Botanica, a daytime cafe that offered an upscale urban atmosphere, espresso-based drinks and a wide variety of sandwiches, salads and entrées, has apparently shut down its operations.
The storefront at 38 Railroad Street formerly housed Seeds, a housewares store. A handwritten sign was taped to the front door this week announcing that “Botanica is for sale” and provided an email address for more information but there were no customers or staff to be found.
Reached on Wednesday, co-owners Carla Blades and Adam Medina would say little about the sudden closure, including whether they expected to reopen. They said they were in negotiations with the landlord but declined to elaborate. They expected to have more information in a few days.
Landlord Richard Stanley, whose company Thirty Eight Railroad LLC owns the building, said he was not aware of the specifics of the situation and declined to say whether Botanica was behind in its rent.
“They have a good business and, like a lot of other small businesses, they just didn’t have enough capital to run the business for at least two years,” Stanley said in an interview. He declined to comment on any negotiations or what his plans might be for the space.
“I love what they’ve done and I like the product,” Stanley added. “Everyone thought it was great.”

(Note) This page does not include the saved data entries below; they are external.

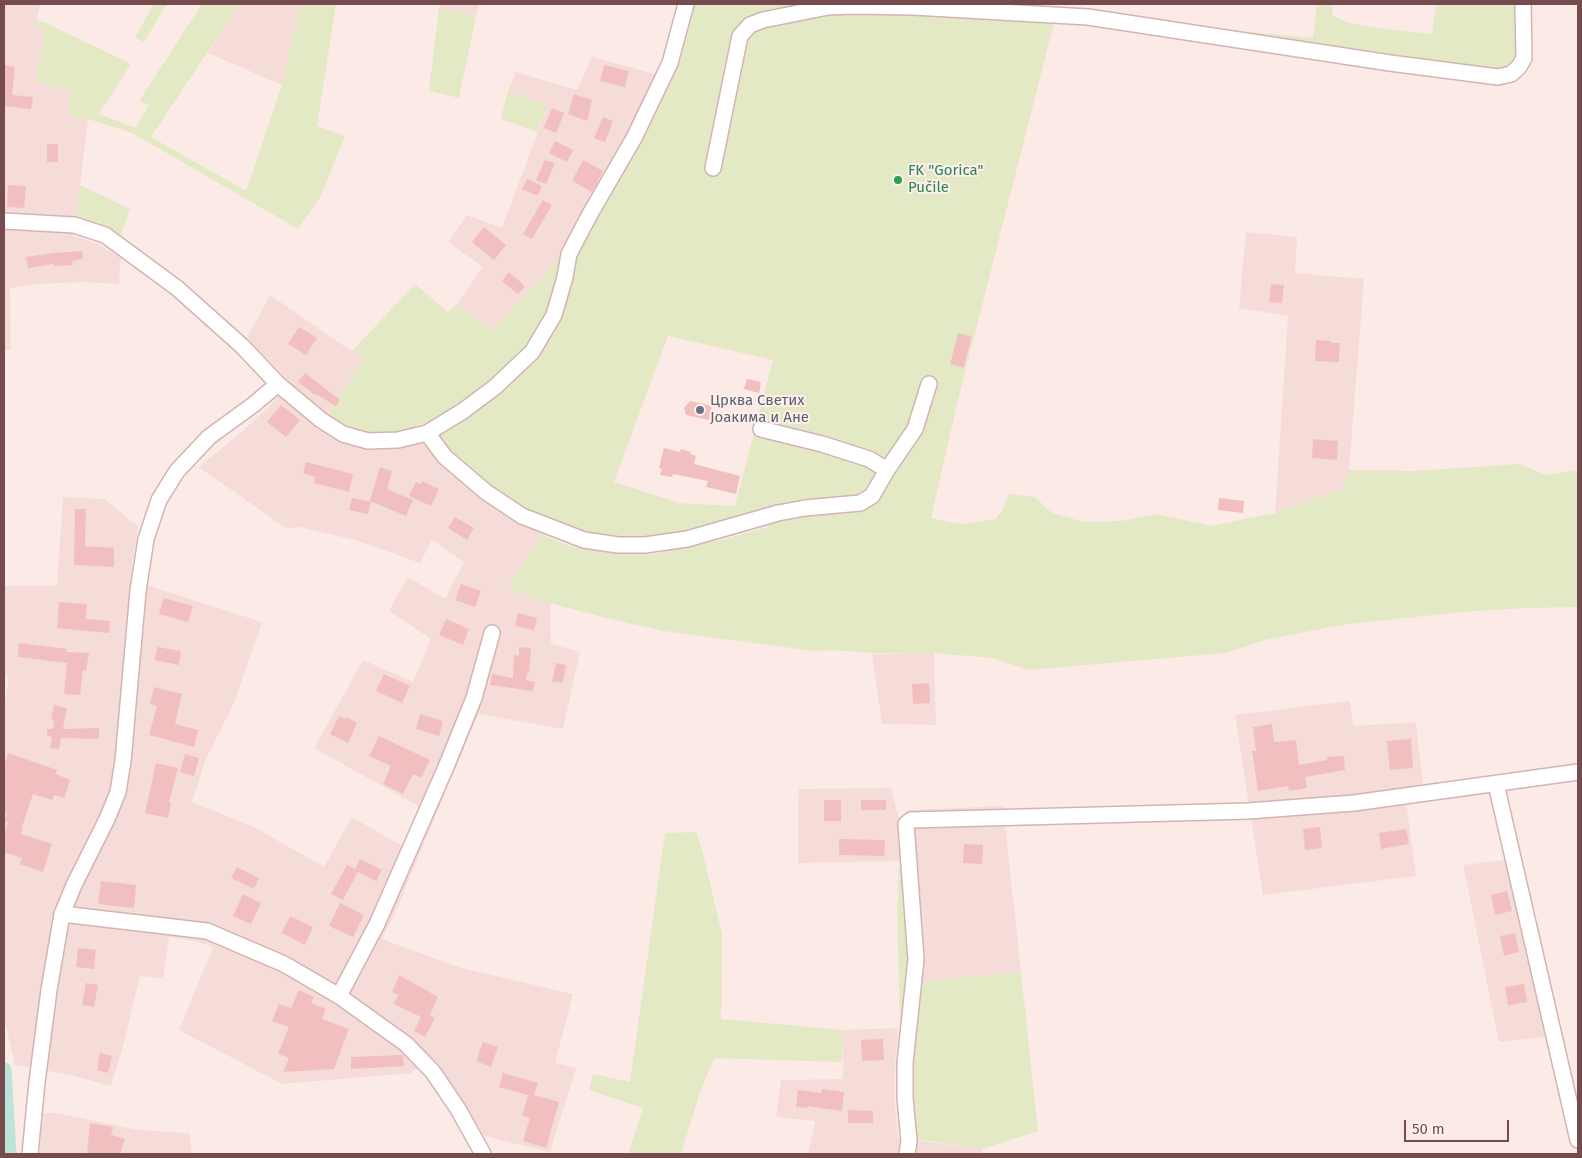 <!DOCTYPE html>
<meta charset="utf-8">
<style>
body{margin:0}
#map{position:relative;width:1582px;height:1158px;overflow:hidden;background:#fceae7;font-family:"Fira Sans",sans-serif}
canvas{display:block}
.frame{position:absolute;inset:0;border:5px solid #754b4e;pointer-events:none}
.scale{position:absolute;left:1404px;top:1120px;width:105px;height:22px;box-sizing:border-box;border:2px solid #754b4e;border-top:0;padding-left:6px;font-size:15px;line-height:18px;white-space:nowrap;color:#754b4e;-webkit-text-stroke:4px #fff0ed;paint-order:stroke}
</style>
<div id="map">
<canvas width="1582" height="1158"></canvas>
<div class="frame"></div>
<div class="scale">50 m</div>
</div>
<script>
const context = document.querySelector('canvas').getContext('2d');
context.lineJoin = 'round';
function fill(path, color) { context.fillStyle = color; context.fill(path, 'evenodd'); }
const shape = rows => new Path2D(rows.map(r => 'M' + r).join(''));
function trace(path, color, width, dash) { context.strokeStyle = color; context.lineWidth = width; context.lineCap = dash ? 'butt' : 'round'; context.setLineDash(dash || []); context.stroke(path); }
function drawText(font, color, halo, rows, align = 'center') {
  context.font = font + ' "Fira Sans",sans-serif'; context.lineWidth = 4; context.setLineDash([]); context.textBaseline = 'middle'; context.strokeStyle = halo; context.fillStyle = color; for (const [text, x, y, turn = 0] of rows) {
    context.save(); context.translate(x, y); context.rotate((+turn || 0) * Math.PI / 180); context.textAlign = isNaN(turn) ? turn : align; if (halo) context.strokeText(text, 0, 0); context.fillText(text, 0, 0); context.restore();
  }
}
fill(shape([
 [4,4,40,4,35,25,45,29,35,81,70,92,69,116,88,119,74,237,84,239,100,245,121,258,119,284,82,282,34,284,10,288,11,350,4,350],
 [240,4,300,4,282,85,208,53],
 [440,4,479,4,476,16,439,8],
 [592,57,658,75,562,255,493,330,457,304,483,267,448,242,467,215,502,228,548,105,508,91,516,72,577,90],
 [1246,232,1297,237,1295,273,1364,279,1349,470,1344,488,1275,513,1288,316,1239,308],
 [270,295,363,359,320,427,337,440,368,450,392,449,426,442,462,479,500,510,541,534,509,589,550,603,551,644,580,652,563,729,478,714,398,906,382,939,461,968,573,994,555,1063,576,1068,550,1152,484,1136,449,1084,425,1058,418,1068,411,1073,282,1084,179,1030,213,947,196,941,169,937,163,979,140,976,123,1046,111,1086,70,1075,15,1065,4,1018,4,709,9,678,4,675,4,586,57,586,63,497,104,499,138,526,130,580,262,622,234,703,205,761,192,802,252,826,324,867,352,817,402,846,420,807,314,748,363,660,413,682,431,639,389,611,408,577,445,599,464,562,432,540,420,563,359,541,299,527,287,529,199,467,245,429,292,384,247,338],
 [934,653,936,725,882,724,872,654],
 [1350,701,1353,726,1416,722,1423,787,1407,789,1407,809,1416,876,1263,895,1235,715],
 [891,788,899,819,902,861,798,863,799,789],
 [1003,806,1021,972,921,981,921,917,912,836,908,810],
 [1507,860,1548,1037,1499,1042,1463,865],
 [898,1028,894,1080,895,1108,898,1138,982,1149,982,1154,808,1154,815,1121,776,1117,781,1080,843,1079,843,1030],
 [41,1113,57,1113,137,1130,189,1133,192,1154,40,1154]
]), '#f5dcd8');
fill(shape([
 [154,4,167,4,144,42,135,37],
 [202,4,240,4,151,137,246,191,282,85,300,4,336,4,317,126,345,136,321,196,298,229,132,133,88,119,68,116,70,92,35,81,45,29,34,25,36,20,46,23,131,64,99,114,136,128,149,105,139,101],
 [699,4,812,4,1055,19,957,404,931,518,962,524,995,519,1002,511,1009,494,1035,497,1052,513,1084,522,1121,521,1157,514,1212,526,1275,513,1344,488,1349,470,1414,471,1519,464,1546,475,1578,470,1578,607,1525,608,1461,612,1341,625,1265,640,1225,653,1028,670,992,658,934,653,872,653,832,650,814,651,664,631,602,617,550,603,508,589,541,534,572,547,605,552,653,554,725,539,768,527,743,516,698,531,650,538,601,536,553,522,519,505,491,488,462,464,439,442,428,422,404,430,374,435,349,429,327,416,363,359,352,351,415,284,448,312,457,304,493,330,562,255,638,143,675,69,693,6],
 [958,334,972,338,965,368,950,364],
 [668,336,773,360,735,506,679,503,614,482],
 [1317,4,1333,4,1332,15,1346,22,1378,28,1432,34,1436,4,1518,4,1516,62,1497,73,1218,29,1313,38],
 [439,8,476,16,459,98,429,91],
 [508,91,548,105,537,132,501,119],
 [80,185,130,209,121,235,94,223,76,219],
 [696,832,703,853,722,935,721,1019,843,1030,842,1062,714,1058,700,1092,681,1154,628,1154,643,1108,589,1090,593,1074,630,1082,665,833],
 [899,867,904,867,909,955,908,982,1021,972,1038,1131,982,1149,915,1139,912,1090,917,1022,900,1022,897,907]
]), '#e3e9c5');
trace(shape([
 [4,1070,9,1154]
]), '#bbe5d9', 15);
fill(shape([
 [4,65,15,67,12,95,33,97,31,109,4,106],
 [604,65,629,71,625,87,600,81],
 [574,94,592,100,587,121,568,114],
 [552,108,564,113,556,133,544,128],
 [603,117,613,121,605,142,594,138],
 [555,141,573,150,567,162,549,153],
 [47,144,58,144,58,162,47,162],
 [545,160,555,163,546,184,536,180],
 [583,160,603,171,592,192,572,181],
 [527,179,542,186,538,196,522,189],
 [8,185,26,186,24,208,7,207],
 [543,200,552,205,532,239,523,234],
 [484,227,506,245,494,260,472,242],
 [82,251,83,259,72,261,73,265,54,266,54,264,28,268,26,257,53,253],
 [509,272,525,286,518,294,502,281],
 [1271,284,1284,285,1282,303,1269,302],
 [299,327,317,338,306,355,288,344],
 [958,333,972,337,964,368,950,364],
 [1316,340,1331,341,1331,343,1340,343,1339,362,1315,361],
 [305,373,340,400,336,406,316,394,315,395,298,382],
 [747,379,761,382,759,393,744,389],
 [690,401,712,406,709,420,686,415,684,408],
 [281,405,300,420,286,437,267,422],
 [1313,439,1338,441,1337,460,1312,458],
 [664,448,680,452,681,449,691,452,690,454,696,456,694,464,740,476,736,494,706,487,708,481,673,474,672,477,660,475,662,469,659,468],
 [306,462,353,474,349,492,314,483,315,477,303,473],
 [380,467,392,471,387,489,413,500,406,516,370,501],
 [422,481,439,489,431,506,409,496,416,482,421,484],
 [352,498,371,502,368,514,349,510],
 [1219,498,1244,501,1243,513,1218,510],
 [75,509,86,509,85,546,114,548,114,567,74,565],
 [455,517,474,528,467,540,448,528],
 [461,584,481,591,475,607,455,600],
 [164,598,193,606,188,622,159,614],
 [59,602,87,604,86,619,110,621,109,633,57,628],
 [518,613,537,618,534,630,515,626],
 [446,619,469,629,463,645,439,635],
 [19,643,67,649,66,652,89,653,86,671,83,670,80,695,64,694,67,663,18,657],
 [157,647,181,651,179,665,155,660],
 [519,647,531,648,529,673,527,673,526,680,535,682,533,691,490,685,492,674,513,678,514,655,519,656],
 [556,663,566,665,563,683,552,682],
 [384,674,410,686,402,703,376,691],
 [929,683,930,703,913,704,912,684],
 [154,687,182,694,175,724,198,730,194,747,149,735,157,706,150,704],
 [54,705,67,708,63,729,99,728,99,739,61,738,59,749,50,748,52,737,47,736,47,729,53,729,54,720,51,719],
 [420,714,443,721,439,736,416,729],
 [339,716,346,719,347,717,357,723,348,743,330,734],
 [1272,724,1274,742,1296,740,1299,765,1327,760,1326,757,1344,756,1345,770,1305,777,1307,788,1289,791,1288,786,1258,791,1252,751,1256,751,1253,727],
 [379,736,430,760,421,778,413,774,403,794,383,784,391,766,369,756],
 [1411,739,1413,768,1390,770,1387,741],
 [8,753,57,770,56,774,70,780,64,798,54,795,52,800,33,794,22,827,23,828,21,834,52,844,43,872,20,864,22,858,4,852,4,835,8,822,4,821,7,813,4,812,4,766],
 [185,754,199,758,194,776,180,772],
 [156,763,178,768,169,802,171,803,168,818,145,813],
 [824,800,841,800,841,821,824,821],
 [861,800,886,800,886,810,861,810],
 [1320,827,1322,848,1305,850,1303,829],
 [1406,829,1409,844,1381,849,1379,833],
 [839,839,885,840,884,856,839,855],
 [964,844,983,845,982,864,963,863],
 [360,859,382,870,376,881,358,872,343,900,331,894,347,865,355,869],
 [237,867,259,878,254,889,231,878],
 [101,881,136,885,134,908,98,904],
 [1507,891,1512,911,1495,915,1491,895],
 [243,894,261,903,251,924,233,916],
 [340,903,364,915,353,937,329,926],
 [290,916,313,927,305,945,282,933],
 [1515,933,1519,952,1504,956,1500,936],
 [78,948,96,950,94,969,76,967],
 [399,975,438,997,430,1015,435,1018,425,1037,414,1031,421,1017,394,1004,398,995,392,992],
 [86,983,98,985,94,1007,82,1005],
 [1524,984,1527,1002,1508,1005,1505,987],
 [299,990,314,997,311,1003,326,1009,322,1019,349,1029,334,1069,283,1072,289,1058,278,1054,289,1027,272,1021,279,1004,291,1008],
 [883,1039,884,1060,862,1061,861,1040],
 [483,1042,498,1047,491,1067,476,1061],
 [100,1053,112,1056,108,1073,97,1070],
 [403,1055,404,1066,351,1069,351,1057],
 [503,1073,538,1083,534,1095,559,1102,546,1148,523,1141,530,1118,522,1116,528,1095,499,1087],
 [822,1089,844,1092,842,1111,808,1106,807,1108,796,1107,798,1090,821,1093],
 [848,1110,873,1111,873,1123,848,1123],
 [90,1123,113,1127,111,1135,125,1139,120,1154,87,1154]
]), '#f1bfc0');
const minor = shape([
 [713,168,740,36,750,25,763,20,828,7,854,6,913,7,1088,17,1390,63,1498,77,1511,74,1519,67,1524,58,1523,4],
 [4,221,74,225,105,235,177,288,242,346,278,384,321,420,343,434,368,441,398,440,427,433,463,411,495,387,532,352,554,315,565,277,569,254,590,214,634,138,670,63,686,4],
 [427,433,445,457,486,492,522,516,584,540,618,545,645,545,687,539,778,513,805,508,860,503,872,496,887,470,869,459,822,444,761,429],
 [887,470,915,429,929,384],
 [1496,784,1578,1140],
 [62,914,207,931,284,964,339,996,406,1044,433,1072,458,1109,483,1154],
 [339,996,377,924,446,767,474,698,492,633],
 [30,1154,37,1082,49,990,62,914,74,885,107,819,118,792,123,761,138,591,146,539,159,500,177,471,209,437,253,405,278,384],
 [907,1154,909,1141,905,1098,905,1063,916,959,906,824,911,820,1248,811,1354,803,1578,772]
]);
trace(minor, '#d2b4b3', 18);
trace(minor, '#fff', 15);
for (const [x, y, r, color] of [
 [898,180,5,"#2e9e5b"],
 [700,410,5,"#6b7280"]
]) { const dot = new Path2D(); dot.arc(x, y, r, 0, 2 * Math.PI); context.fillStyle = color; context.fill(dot); trace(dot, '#fff0ed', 2); }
drawText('15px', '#27864d', '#fff0ed', [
 ["FK \"Gorica\"",908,171],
 ["Pučile",908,188]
], 'left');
drawText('15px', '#5b616d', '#fff0ed', [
 ["Црква Светих",710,401],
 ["Јоакима и Ане",710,418]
], 'left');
</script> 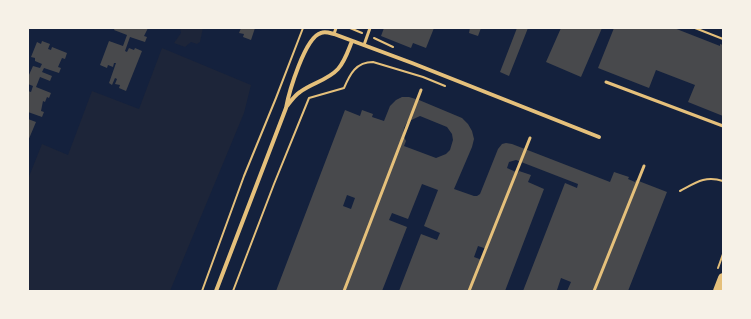 <!DOCTYPE html>
<style>
body{margin:0}
#map{position:relative;width:751px;height:319px;overflow:hidden;background:#14213d;font-family:Georgia,serif}
canvas{display:block}
.frame{position:absolute;inset:0;border:29px solid #f6f1e7;pointer-events:none}
</style>
<div id="map">
<canvas width="751" height="319"></canvas>
<div class="frame"></div>
</div>
<script>
const ctx = document.querySelector('canvas').getContext('2d');
ctx.lineJoin = 'round';
function paint(path, color) { ctx.fillStyle = color; ctx.fill(path, 'evenodd'); }
function strokePath(path, color, width, dash) { ctx.strokeStyle = color; ctx.lineWidth = width; ctx.lineCap = dash ? 'butt' : 'round'; ctx.setLineDash(dash || []); ctx.stroke(path); }
const green = new Path2D(`
 M180 28H203L200 42 197 44 191 42 185 47 174 43 181 33Z
 M162 48 251 85 244 113 170 291H28V179L42 144 68 155 92 91 139 109Z`);
const building = new Path2D(`
 M115 28H148L144 36 147 37 145 42 130 37 125 51 127 52 129 48 134 50 135 48 142 51 126 91 119 88 120 85 115 84 117 79 115 78 112 85 109 83 116 63H114L113 67 108 65 107 68 100 65 109 41 123 46 127 35 114 30Z
 M241 28H255L251 40 243 37 244 34 239 33Z
 M384 28H434L426 48 413 43 411 48 381 36Z
 M470 28H481L478 36 469 33Z
 M517 28H528L509 76 500 72Z
 M561 28H602L581 77 546 62Z
 M614 28H674L720 46V44L723 45V116L688 102 695 85 656 70 649 88 598 68Z
 M42 41 50 44 48 49 51 50 52 47 67 53 65 59 62 58 58 67 61 68 59 73 44 68 42 72 52 76 50 81 40 77 36 87 51 93 49 98 47 97 45 102 43 101 41 111 44 112 42 117 28 112V91L31 92 33 86 28 84V77L33 66 40 68 42 64 35 61V58L31 57 37 42 41 44Z
 M402 97H409L419 100 462 118 468 124 472 131 474 139 472 147 454 189 474 196H477L480 194 498 149 502 144 506 143 512 144 610 182 614 172 629 177 628 179 635 182 636 180 667 192 628 291H567L571 282 561 278 557 290 560 291H523L565 183 577 188 578 184 516 160 509 162 507 168 518 173 519 171 531 175 528 182 544 189 505 291H399L421 234 437 240 440 233 424 226 438 190 422 184 408 219 392 213 389 220 407 227 382 291H276L345 110 360 116 362 110 373 114 372 117 384 121 390 106 396 100ZM420 116 447 127 452 134 453 140 450 150 446 154 436 158 404 146 406 141 403 135 404 128 407 122ZM347 195 355 198 351 209 343 206ZM478 246 487 249 482 260 474 257Z
 M28 119 36 122 28 141Z`);
const path = new Path2D(`
 M350 28 362 33
 M695 28 723 39
 M374 38 393 47
 M680 191C695 183 705 175 723 181
 M718 268 723 254
 M202 291 244 176 276 98 303 28
 M233 291 274 184 309 98 344 88C350 74 356 62 373 62L423 77 445 86`);
const service = new Path2D(`
 M334 34 336 28
 M364 45 370 28
 M606 82 723 126
 M344 291 421 90
 M469 291 530 138
 M594 291 644 166`);
const minor = new Path2D(`
 M287 106C291 101 295 95 300 92 312 83 328 80 338 69 345 61 348 51 352 41
 M216 291 286 108C289 92 305 37 321 33 325 31 330 33 334 34L412 63 599 137`);
const primary = new Path2D(`
 M718 291 723 278`);
paint(green, '#1d2539');
paint(building, '#48494c');
strokePath(path, '#e5c07b', 2);
strokePath(service, '#e5c07b', 3);
strokePath(minor, '#e5c07b', 4);
strokePath(primary, '#e5c07b', 10);
</script>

Botanica opened the day after Thanksgiving in 2017 to rave reviews. A review in Rural Intelligence called it “a garden of earthly delights” and described the food as “familiar, yet foreign within the context of the Berkshire victual culture.”
Non-espresso coffee was strictly pour-over. In other words, unlike most other coffee shops in town, the beans for each cup were ground on the spot and hot water was poured over the grounds and dripped directly into Botanic’s trademark red cups. That gave Botanica perhaps the freshest cup of coffee in town.
In the last few months, however, patrons say the hours and days of operation had become irregular and unpredictable.